(Data entries)
::::::

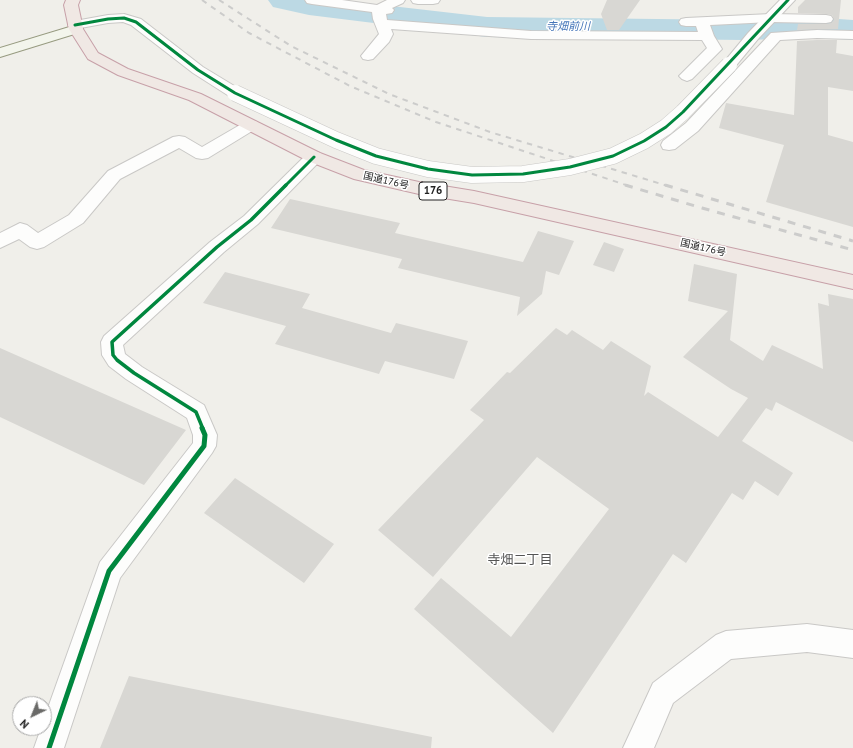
<!DOCTYPE html>
<html>
<head>
<meta charset="utf-8">
<style>
  body { margin:0 }
  #map { position:relative; width:853px; height:748px; overflow:hidden; background:#f0efea; font-family:"PT Sans",sans-serif }
  canvas { display:block }
  .north { position:absolute; left:12px; top:696px; width:40px; height:40px; box-sizing:border-box; background:#fff; border:1px solid #a7a7a7; border-radius:50%; rotate:223deg; font-size:11px; font-weight:700; line-height:16px; text-align:center; color:#222 }
  .north::after { content:''; display:block; margin:auto; width:14px; height:18px; background:#6a6a68; clip-path:polygon(50% 0,100% 100%,50% 72%,0 100%) }
</style>
</head>
<body>
<div id="map">
<canvas width="853" height="748"></canvas>
<div class="north">N</div>
</div>
<script>
const ctx = document.querySelector('canvas').getContext('2d');
ctx.lineJoin = 'round';
const shape = rows => new Path2D(rows.map(r => 'M' + r).join(''));
function fill(path, color) { ctx.fillStyle = color; ctx.fill(path, 'evenodd'); }
function trace(path, color, width, dash) { ctx.strokeStyle = color; ctx.lineWidth = width; ctx.lineCap = dash ? 'butt' : 'round'; ctx.setLineDash(dash || []); ctx.stroke(path); }
function drawText(font, color, halo, rows, align = 'center') {
  ctx.font = font + ' "PT Sans","Noto Sans JP",sans-serif'; ctx.lineWidth = 3; ctx.setLineDash([]); ctx.textBaseline = 'middle'; ctx.strokeStyle = halo; ctx.fillStyle = color; for (const [text, x, y, turn = 0] of rows) {
    ctx.save(); ctx.translate(x, y); ctx.rotate((+turn || 0) * Math.PI / 180); ctx.textAlign = isNaN(turn) ? turn : align; if (halo) ctx.strokeText(text, 0, 0); ctx.fillText(text, 0, 0); ctx.restore();
  }
}
fill(shape([
  [268,0,339,0,487,17,742,20,824,18,853,20,853,40,824,38,742,40,487,37,309,15,273,7,268,0]
]), '#bcd9e4');
fill(shape([
  [607,0,640,0,619,30,607,30,601,14],
  [805,0,841,0,838,29,797,30,798,24,826,24,831,23,834,20,832,15,826,14,798,13,798,7],
  [817,40,837,40,836,53,853,56,853,91,828,87,828,135,853,142,853,227,766,202,784,145,719,128,726,103,794,115,797,41],
  [290,199,400,223,395,233,523,262,538,231,574,241,559,275,546,271,542,294,517,316,520,297,398,268,402,259,271,228],
  [604,242,624,249,614,272,593,265],
  [694,264,737,274,730,340,763,361,772,345,823,369,818,303,829,306,828,294,853,299,853,442,776,402,772,411,766,408,742,441,793,473,778,496,755,481,743,500,732,493,686,563,673,554,553,733,414,609,441,578,511,637,609,509,537,457,433,577,378,530,484,420,470,410,507,372,510,373,556,328,567,335,572,330,603,350,611,341,651,366,644,396,648,392,718,437,748,398,731,389,683,357,728,311,688,301],
  [225,272,310,294,302,308,391,333,396,323,468,341,454,379,385,361,379,374,275,344,286,326,203,303],
  [0,348,186,430,144,485,0,417],
  [235,478,334,544,304,583,204,513],
  [129,676,432,737,431,748,100,748]
]), '#d8d7d3');
const minor = shape([
  [305,0,342,0,377,5,387,0,405,0,403,3,392,8,394,10,392,13,386,14,387,20,531,31,698,32,696,26,686,26,681,25,679,22,681,19,686,18,771,14,826,15,831,16,833,19,831,22,826,23,771,22,710,25,714,36,722,49,692,79,687,81,682,79,679,76,707,48,702,40,531,39,391,29,393,34,389,42,373,59,368,60,363,59,361,56,379,34,373,19,372,12,312,4,307,3,305,0],
  [411,0,440,0,438,3,433,4,418,4,413,3,411,0],
  [817,30,853,31,853,39,817,38,780,40,698,131,675,149,669,150,663,149,661,145,663,141,686,123,771,33,817,30],
  [251,120,257,122,259,125,257,128,208,158,202,159,196,158,179,148,120,179,83,223,44,247,37,249,30,247,19,239,0,248,0,233,20,223,27,225,38,233,69,215,108,171,173,137,179,136,185,137,202,147,245,122,251,120],
  [314,152,320,153,323,157,320,161,258,224,224,252,123,345,125,354,142,367,204,405,217,435,216,446,212,453,120,578,64,748,34,748,41,728,44,728,44,719,100,562,193,443,193,435,187,418,126,379,109,366,102,355,101,342,104,336,210,242,244,216,308,153,314,152],
  [807,624,853,630,853,658,807,652,731,659,673,703,654,748,623,748,653,683,716,635,726,631,807,624]
]);
const tertiary = shape([
  [780,0,795,0,758,39,734,68,729,69,724,68,722,65,724,62,748,33,780,0],
  [124,14,141,19,203,67,241,90,243,93,241,96,235,98,229,96,193,73,131,25,123,22,108,23,75,29,70,28,68,25,70,22,75,21,108,15,124,14]
]);
const secondary = shape([
  [76,25,81,26,83,29,81,32,0,57,0,48,76,25]
]);
const trunk = shape([
  [66,0,80,0,78,5,83,29,98,53,128,69,201,94,320,153,364,170,419,182,474,191,853,275,853,289,474,203,419,194,354,179,308,161,189,100,118,75,88,59,69,29,64,5,66,0]
]);
trace(minor, '#c9c8c6', 2);
trace(tertiary, '#c9c8c6', 2);
trace(secondary, '#979b80', 2);
trace(trunk, '#c7a0a8', 2);
fill(minor, '#fdfdfc');
fill(tertiary, '#fdfdfc');
fill(secondary, '#f3f5ec');
fill(trunk, '#f0e8e4');
trace(shape([
  [202,0,249,33,350,86,436,122,629,186],
  [219,0,291,46,389,94,490,132,668,186]
]), '#cccccb', 2, [5.5, 5.5]);
trace(shape([
  [625,185,702,208,853,250],
  [665,185,853,241]
]), '#cccccb', 3, [8, 8]);
const tertiaryBridge = shape([
  [235,93,336,140,376,156,428,169,472,175,523,174,570,167,613,156,644,141,666,127,683,112,729,65]
]);
trace(tertiaryBridge, '#c9c8c6', 17, []);
trace(tertiaryBridge, '#fdfdfc', 16);
trace(shape([
  [75,25,108,19,124,18,136,22,198,70,235,93,336,140,376,156,428,169,472,175,523,174,570,167,613,156,644,141,666,127,683,112,788,0],
  [285,186,314,157]
]), '#00873e', 3);
trace(shape([
  [203,429,196,412,134,373,117,360,113,355,112,342,217,247,251,220,286,185]
]), '#00873e', 3.5);
trace(shape([
  [49,748,109,571,204,446,205,435,202,428]
]), '#00873e', 5);
drawText('10px', '#222', '#fff', [
  ["国道176号",386,181,13],
  ["国道176号",703,248,13]
]);
drawText('italic 11px', '#4676b9', '#fff', [
  ["寺畑前川",568,27]
]);
for (const [x, y, w] of [
  [433,191,28]
]) { const box = new Path2D(); box.roundRect(x - w / 2, y - 9, w, 18, 3); ctx.fillStyle = '#fff'; ctx.fill(box); trace(box, '#222', 1); }
drawText('bold 11px', '#222', null, [
  ["176",433,191]
]);
drawText('13px', '#555', '#fff', [
  ["寺畑二丁目",520,560]
]);
</script>
</body>
</html>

::::::

Work to complete: Your answer should consist of each line of the data above in which the word "tertiaryBridge" occurs.

Response:
const tertiaryBridge = shape([
trace(tertiaryBridge, '#c9c8c6', 17, []);
trace(tertiaryBridge, '#fdfdfc', 16);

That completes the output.